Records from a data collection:

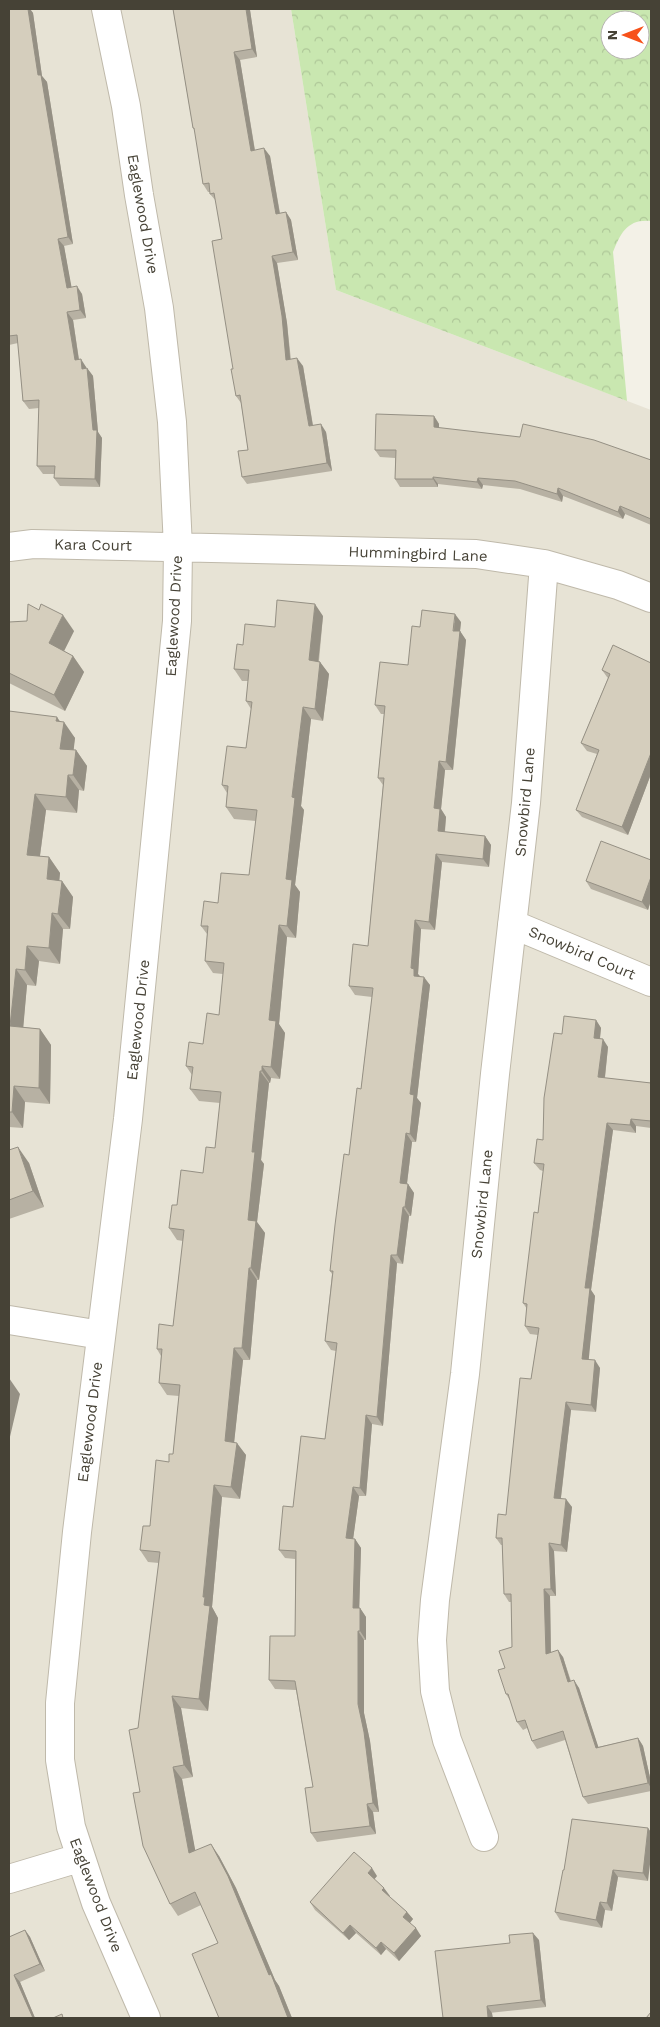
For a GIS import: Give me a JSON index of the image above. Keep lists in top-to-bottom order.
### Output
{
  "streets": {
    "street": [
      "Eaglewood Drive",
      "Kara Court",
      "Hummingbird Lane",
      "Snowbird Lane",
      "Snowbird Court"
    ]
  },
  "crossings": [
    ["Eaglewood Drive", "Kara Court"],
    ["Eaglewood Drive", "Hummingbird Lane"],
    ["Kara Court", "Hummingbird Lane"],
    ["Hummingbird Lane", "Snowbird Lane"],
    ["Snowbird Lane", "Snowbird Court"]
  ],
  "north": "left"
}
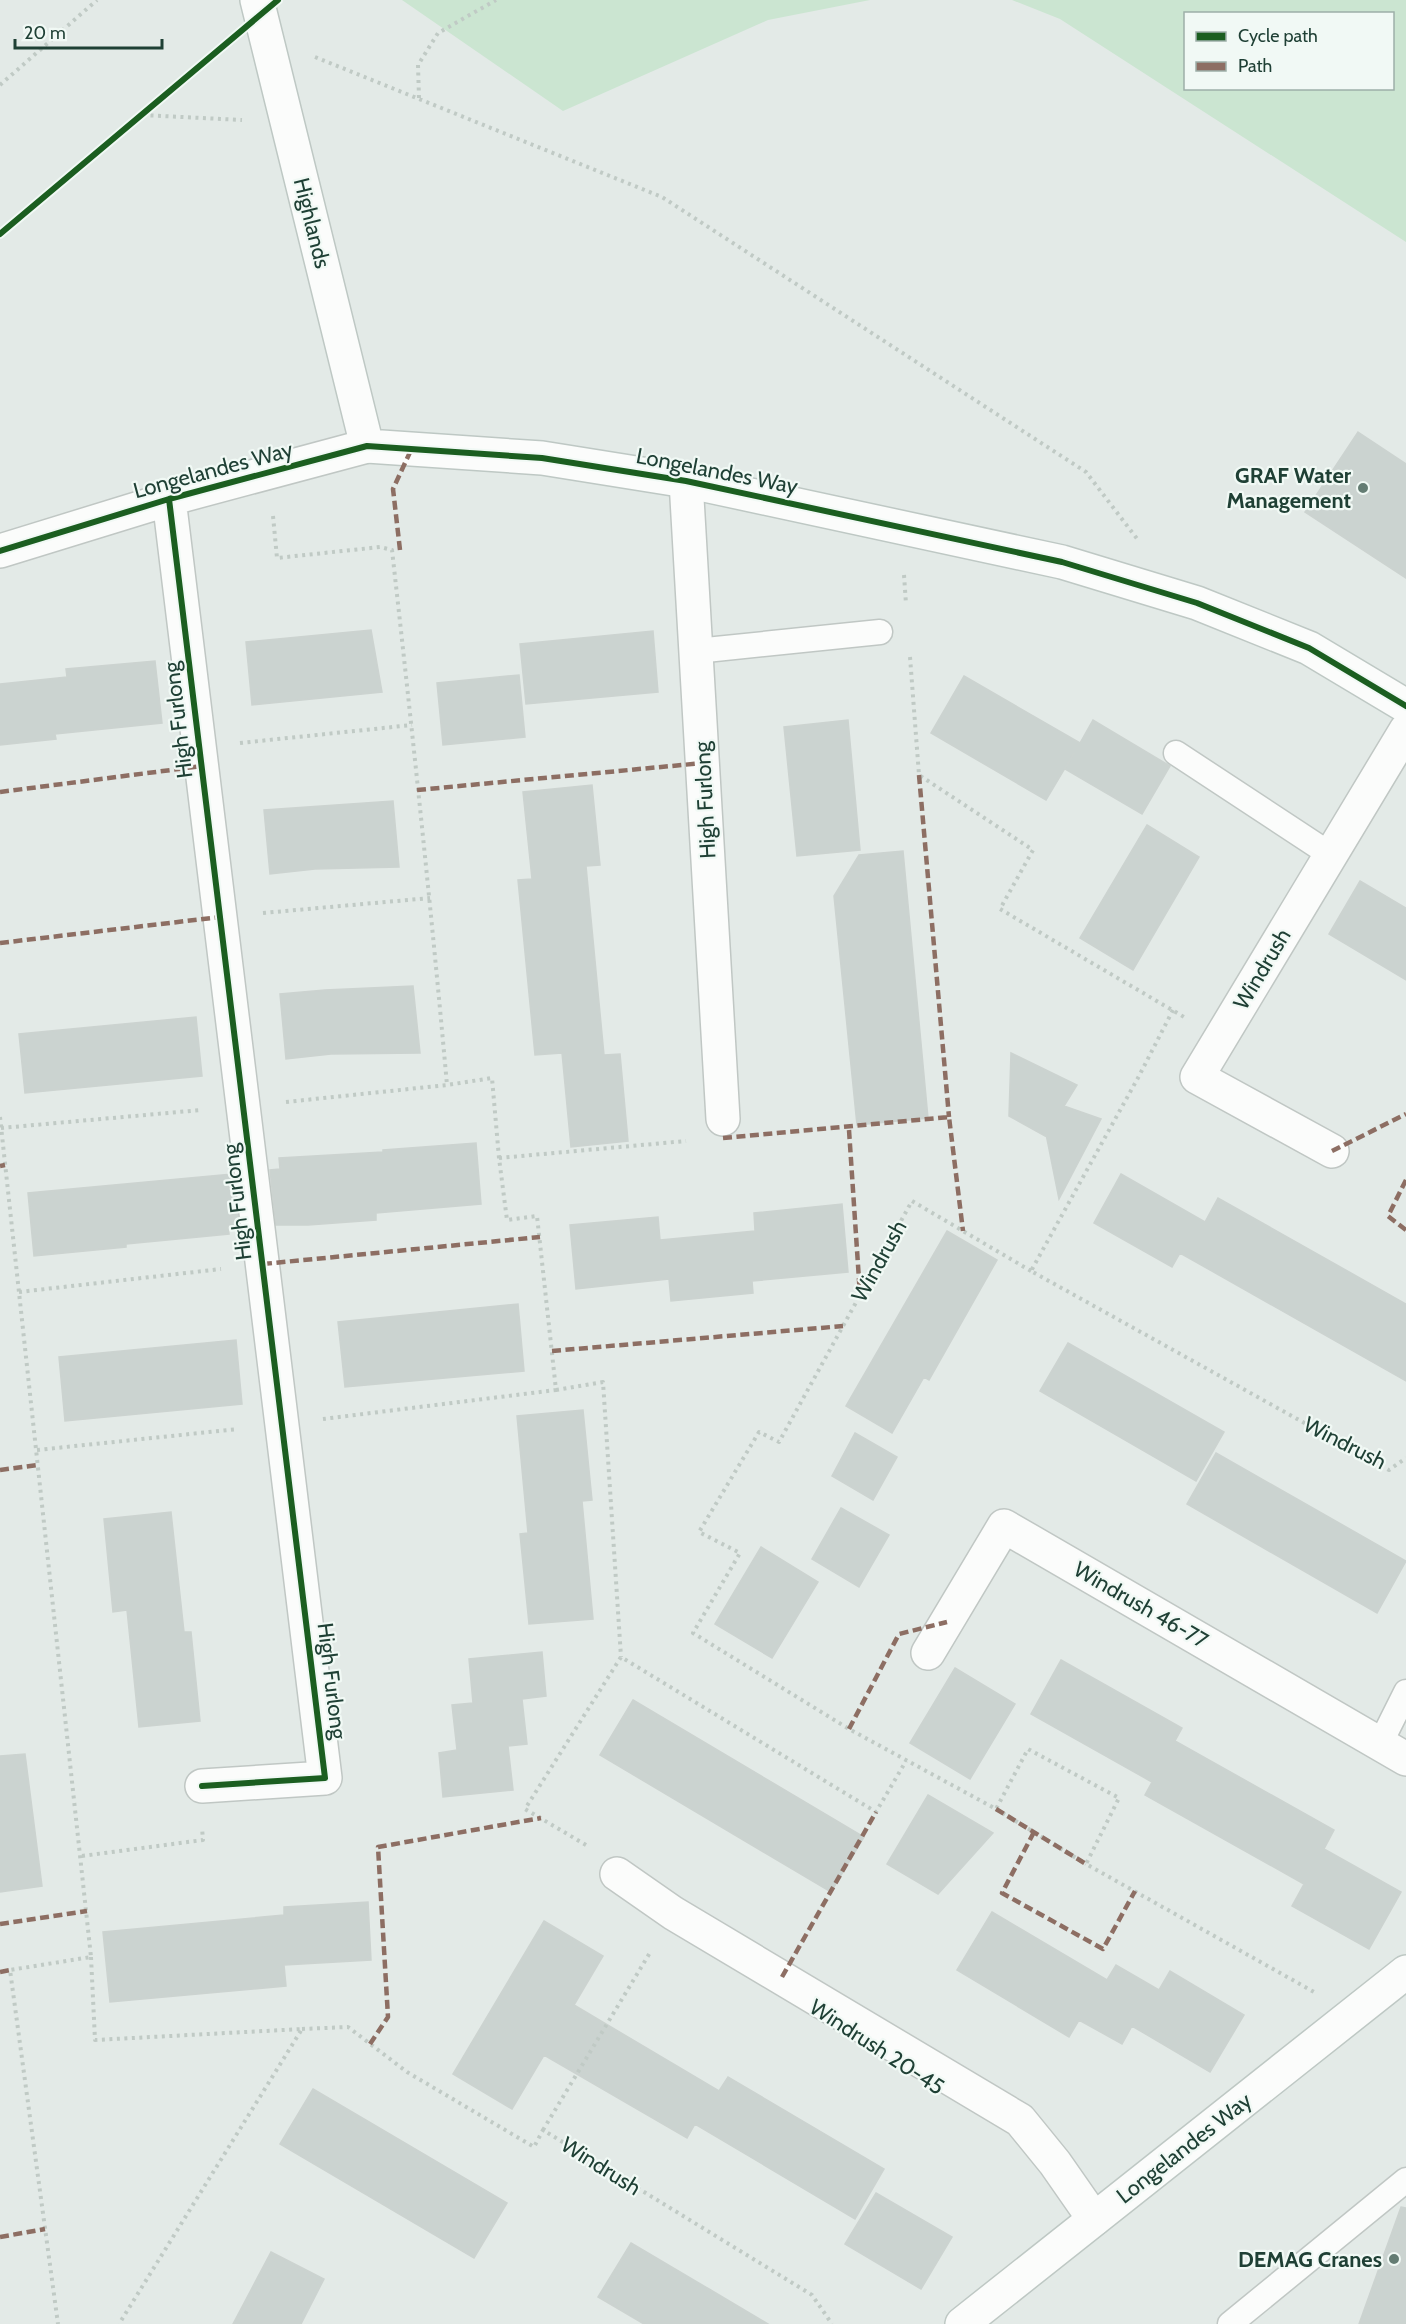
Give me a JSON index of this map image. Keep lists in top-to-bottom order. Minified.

▸ Task to complete:
Only the lines containing the word "order" should be returned from the data above.

▸ Result:
For a GIS import: Give me a JSON index of the image above. Keep lists in top-to-bottom order.
Give me a JSON index of this map image. Keep lists in top-to-bottom order. Minified.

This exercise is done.